A recent front-page article describing Big Island Dairy’s new milk bottling plant ignores the other major product that the dairy won’t be putting in new labeled containers: its cow poop (“Big Island Dairy to process its own milk, bypassing Meadow Gold,” Star-Advertiser, Dec. 4, 2017). With more than 1,400 mature milking cows, and more than 1,000 other calves and heifers, Big Island Dairy generates over 200,000 pounds (100 tons) of manure per day.

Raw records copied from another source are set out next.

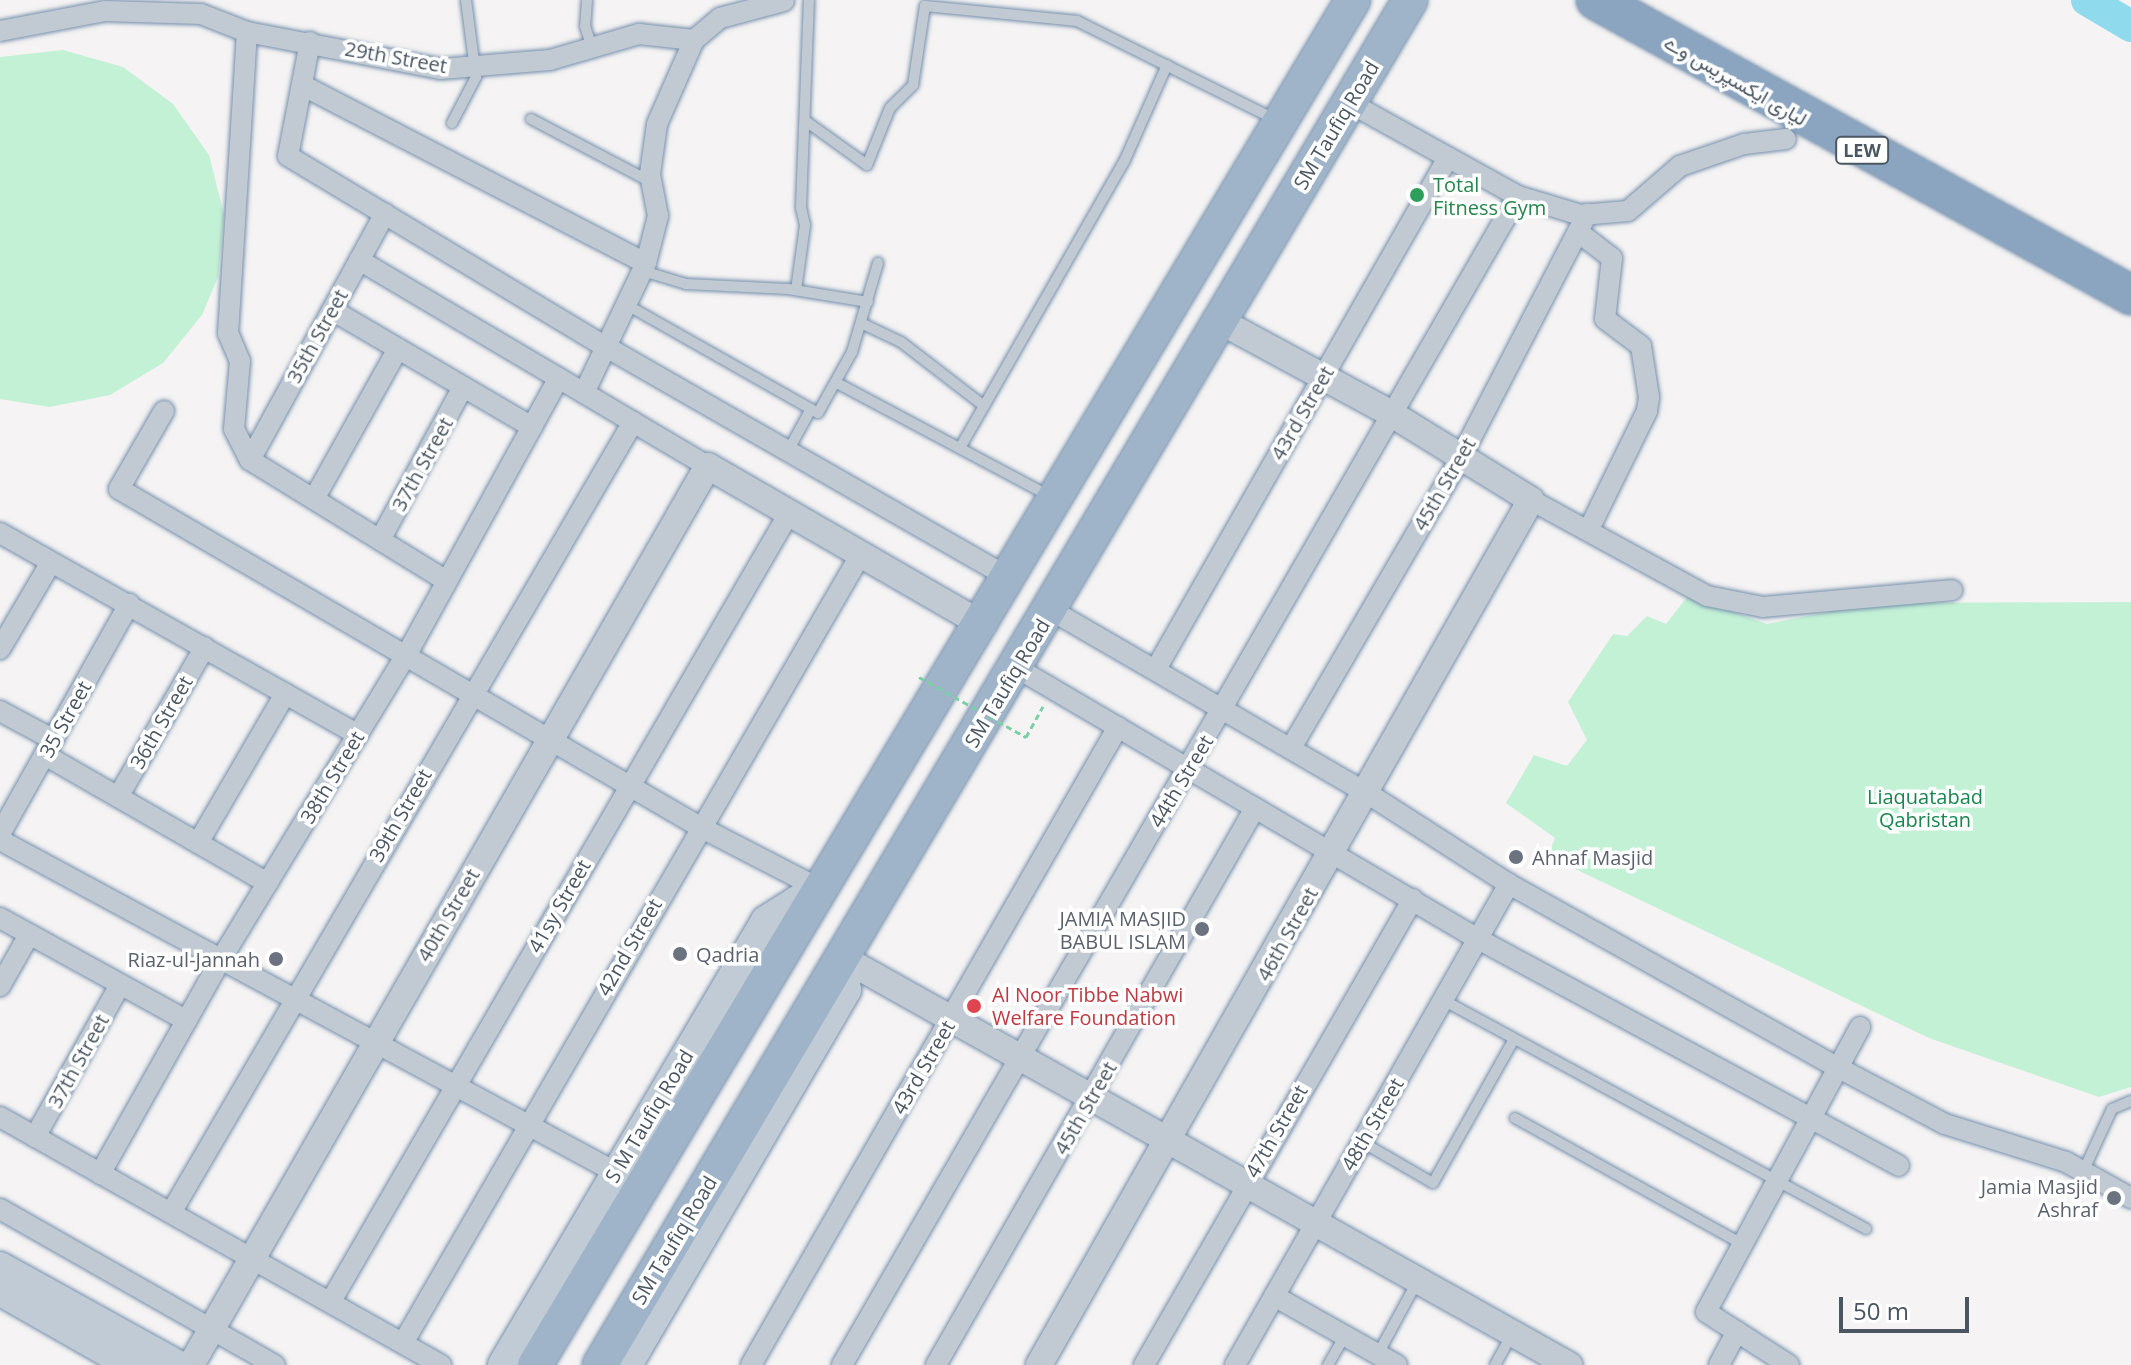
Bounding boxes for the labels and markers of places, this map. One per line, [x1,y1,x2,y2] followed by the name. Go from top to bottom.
[1433,172,1546,219] place label: Total Fitness Gym
[1408,186,1426,204] marker: Total Fitness Gym
[1532,845,1653,869] place label: Ahnaf Masjid
[1507,848,1525,866] marker: Ahnaf Masjid
[1059,906,1186,953] place label: JAMIA MASJID BABUL ISLAM
[1193,920,1211,938] marker: JAMIA MASJID BABUL ISLAM
[696,942,759,966] place label: Qadria
[671,945,689,963] marker: Qadria
[128,947,260,971] place label: Riaz-ul-Jannah
[267,950,285,968] marker: Riaz-ul-Jannah
[992,982,1183,1029] place label: Al Noor Tibbe Nabwi Welfare Foundation
[963,995,985,1017] marker: Al Noor Tibbe Nabwi Welfare Foundation
[1981,1174,2098,1221] place label: Jamia Masjid Ashraf
[2105,1189,2123,1207] marker: Jamia Masjid Ashraf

That’s a lot of manure to deal with, and unfortunately, the dairy doesn’t handle it well. It stores manure in two large earthen pits — only one of them has a synthetic liner to reduce infiltration. It spreads the manure on its fields during windy and rainy days, of which there are many with well over 100 inches of rain per year, when there’s a high risk that that the waste will drift or run off the property.
And, even when the dairy gets the timing right, if the manure is not applied to the crops in just the right amount, the excess runs off into the gulches and seeps toward our underground water supply. Contrary to the image painted by its website, most of its cows spend the bulk of their time confined in feeding stalls, not out grazing on the “lush hillsides of the Hamakua coast.”
This style of confinement further concentrates a lot of animal waste into a very small area. Simply put, the dairy is generating more manure than it can handle — there are just too many cows on too few acres on a steep hillside.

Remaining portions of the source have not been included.